Your objective
Report how many lines in the data include "Thomas", with the number as the only reply.

Material supplied
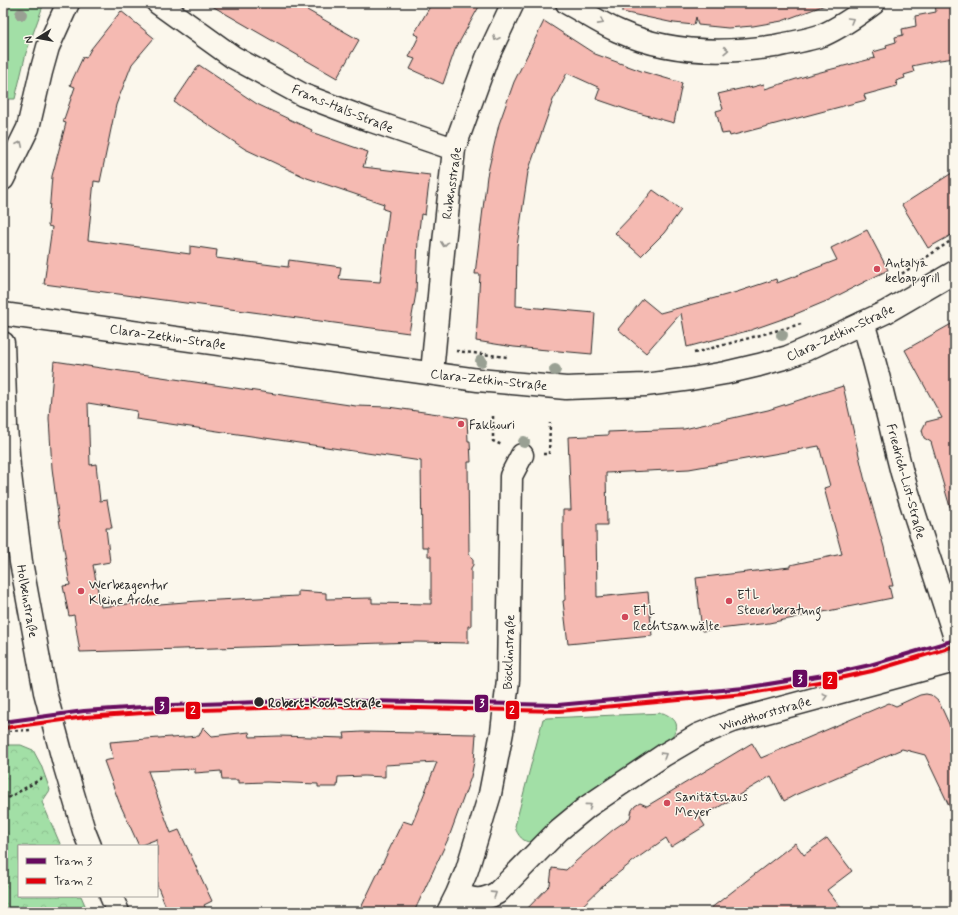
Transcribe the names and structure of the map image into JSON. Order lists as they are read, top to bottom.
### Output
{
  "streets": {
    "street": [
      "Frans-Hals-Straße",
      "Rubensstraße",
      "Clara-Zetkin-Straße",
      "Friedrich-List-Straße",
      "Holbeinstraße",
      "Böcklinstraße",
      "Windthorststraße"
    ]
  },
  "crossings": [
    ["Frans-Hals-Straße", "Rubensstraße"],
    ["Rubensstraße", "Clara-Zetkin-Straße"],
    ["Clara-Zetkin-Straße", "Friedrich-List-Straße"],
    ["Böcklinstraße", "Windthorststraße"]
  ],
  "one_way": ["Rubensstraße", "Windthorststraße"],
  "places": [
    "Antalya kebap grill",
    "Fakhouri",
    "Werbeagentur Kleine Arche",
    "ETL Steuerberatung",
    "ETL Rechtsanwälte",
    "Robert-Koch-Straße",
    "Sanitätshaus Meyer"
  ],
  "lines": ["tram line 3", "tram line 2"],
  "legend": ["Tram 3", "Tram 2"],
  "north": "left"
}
==
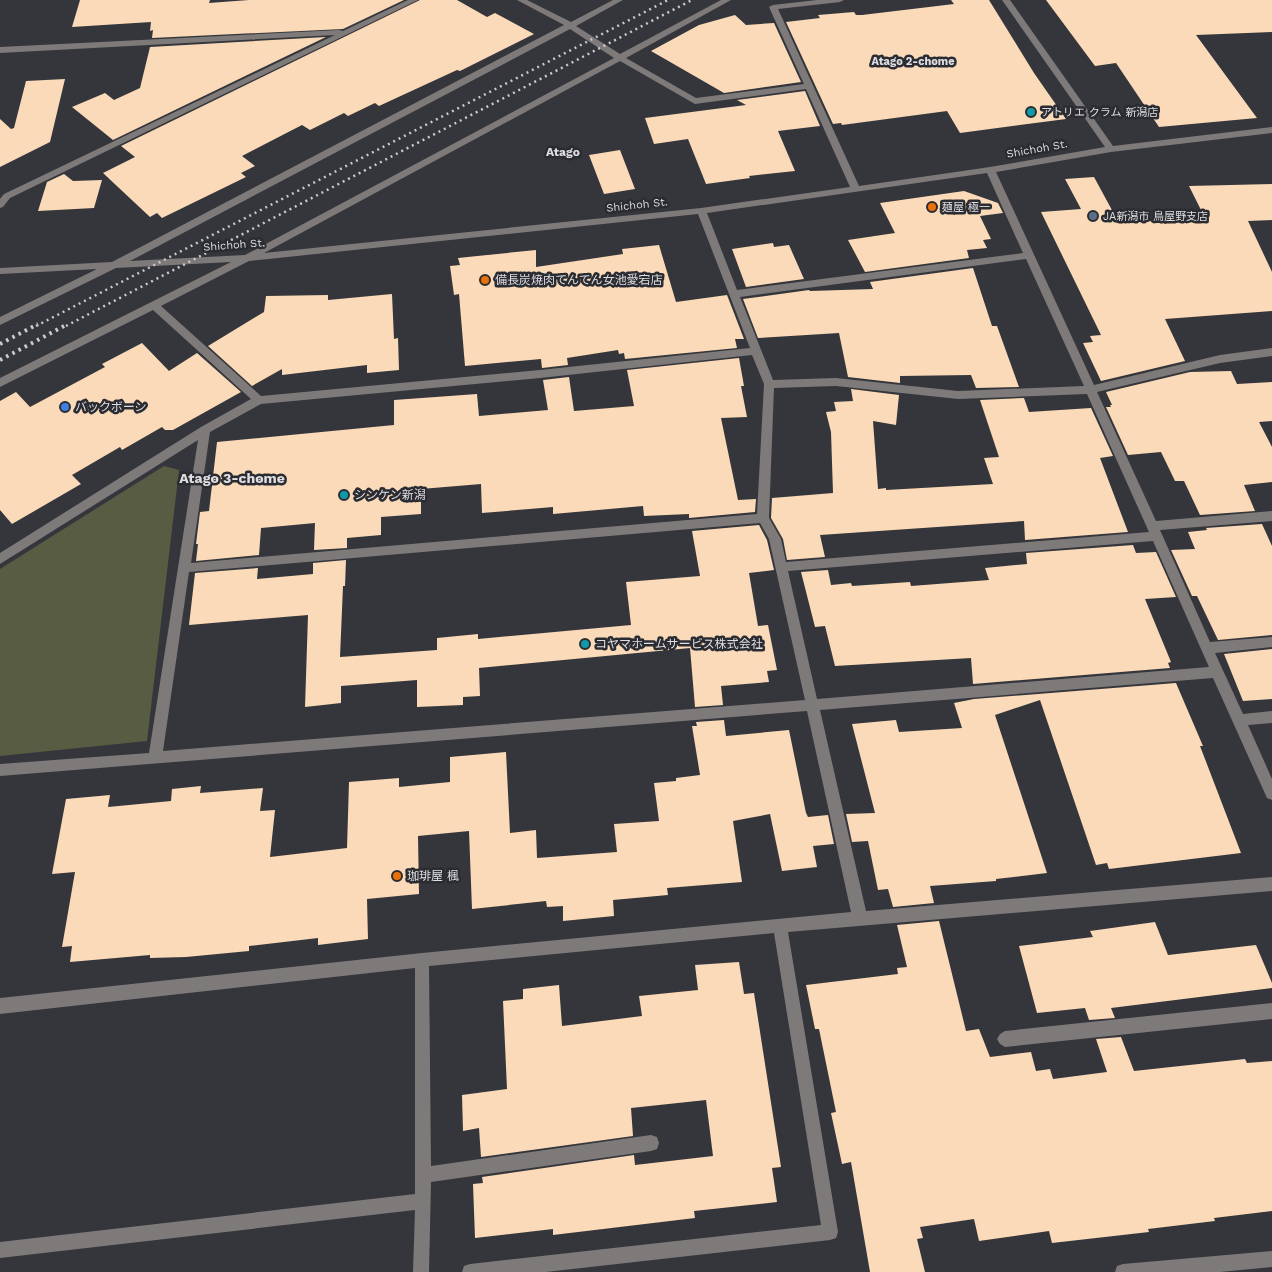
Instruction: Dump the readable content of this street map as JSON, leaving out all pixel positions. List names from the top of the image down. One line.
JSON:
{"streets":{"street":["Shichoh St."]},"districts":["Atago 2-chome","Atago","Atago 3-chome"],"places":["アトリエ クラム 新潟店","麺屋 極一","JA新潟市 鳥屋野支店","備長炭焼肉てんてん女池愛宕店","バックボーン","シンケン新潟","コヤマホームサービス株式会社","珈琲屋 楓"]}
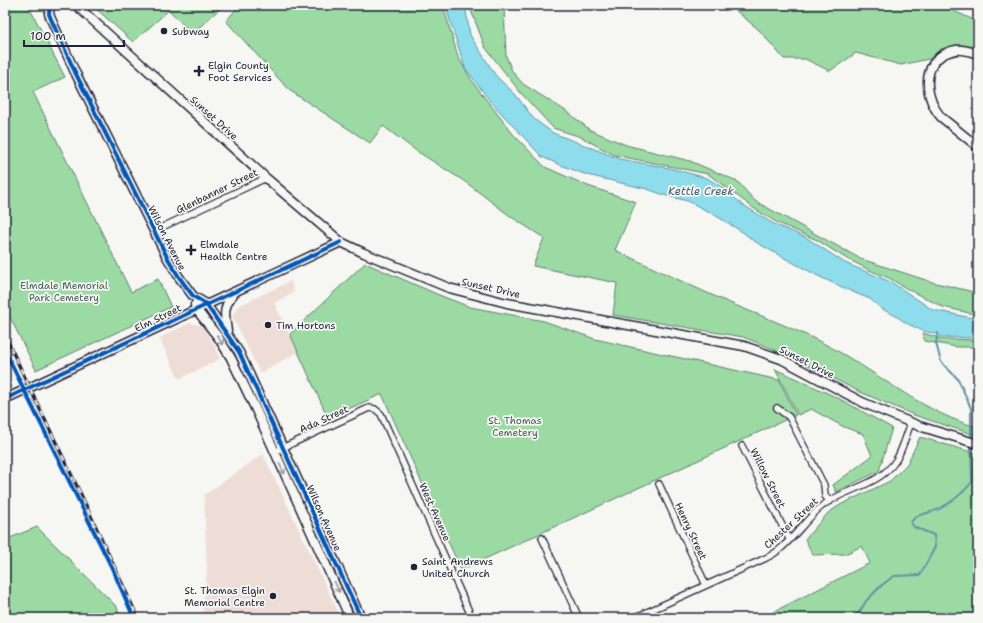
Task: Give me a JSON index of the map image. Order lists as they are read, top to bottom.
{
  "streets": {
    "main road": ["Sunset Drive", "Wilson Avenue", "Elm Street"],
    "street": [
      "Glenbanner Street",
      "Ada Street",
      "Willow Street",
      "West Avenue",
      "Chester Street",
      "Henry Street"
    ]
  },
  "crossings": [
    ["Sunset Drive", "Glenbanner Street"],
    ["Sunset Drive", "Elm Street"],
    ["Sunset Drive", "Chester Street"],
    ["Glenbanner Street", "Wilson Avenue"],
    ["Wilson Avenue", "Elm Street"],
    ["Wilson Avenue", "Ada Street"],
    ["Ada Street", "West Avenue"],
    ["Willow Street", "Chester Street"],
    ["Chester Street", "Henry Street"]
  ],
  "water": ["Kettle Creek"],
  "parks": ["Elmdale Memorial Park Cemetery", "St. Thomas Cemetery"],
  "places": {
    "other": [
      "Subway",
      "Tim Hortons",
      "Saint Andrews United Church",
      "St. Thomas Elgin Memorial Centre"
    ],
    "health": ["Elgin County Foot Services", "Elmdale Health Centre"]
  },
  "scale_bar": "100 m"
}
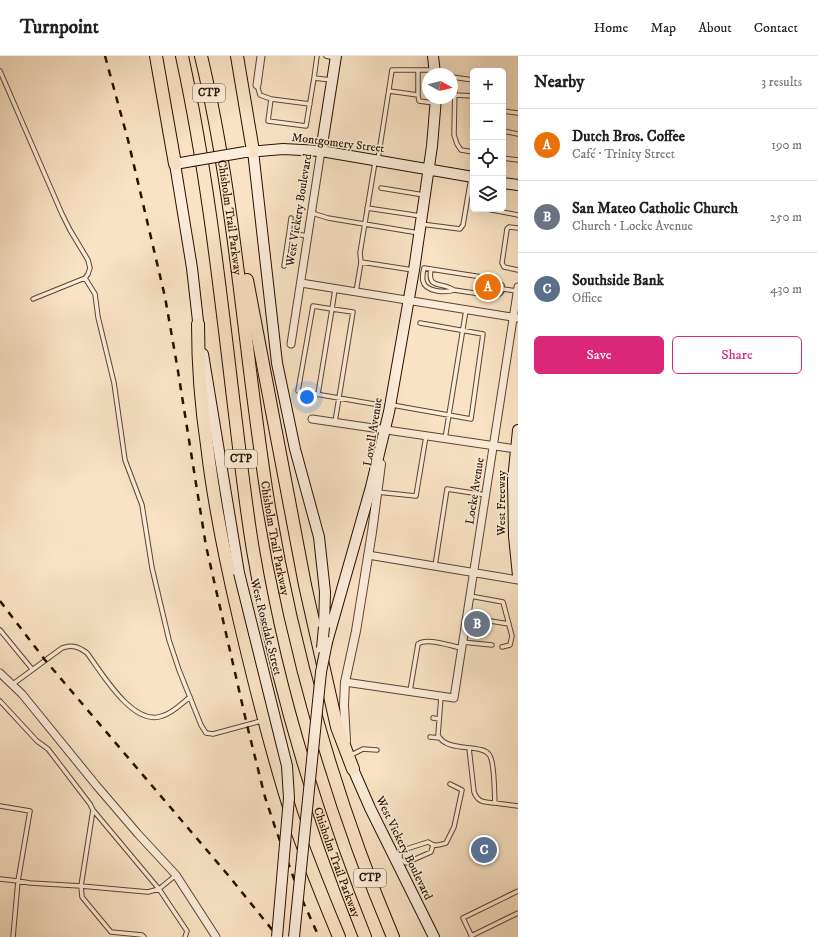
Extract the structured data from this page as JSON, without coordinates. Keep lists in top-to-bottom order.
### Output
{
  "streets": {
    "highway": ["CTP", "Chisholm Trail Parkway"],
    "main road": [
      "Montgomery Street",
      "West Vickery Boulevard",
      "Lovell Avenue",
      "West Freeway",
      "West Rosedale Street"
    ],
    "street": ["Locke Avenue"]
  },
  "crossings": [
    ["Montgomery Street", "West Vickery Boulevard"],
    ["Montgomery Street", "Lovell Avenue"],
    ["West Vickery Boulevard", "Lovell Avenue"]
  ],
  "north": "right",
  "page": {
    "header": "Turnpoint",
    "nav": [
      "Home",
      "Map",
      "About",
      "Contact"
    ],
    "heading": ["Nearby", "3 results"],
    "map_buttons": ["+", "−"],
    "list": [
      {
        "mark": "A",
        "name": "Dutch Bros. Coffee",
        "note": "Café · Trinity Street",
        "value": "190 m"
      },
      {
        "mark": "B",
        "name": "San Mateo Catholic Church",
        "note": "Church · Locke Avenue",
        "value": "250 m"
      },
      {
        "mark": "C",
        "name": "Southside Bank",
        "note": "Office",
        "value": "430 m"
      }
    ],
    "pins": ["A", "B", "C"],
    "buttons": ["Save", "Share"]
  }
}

Response
2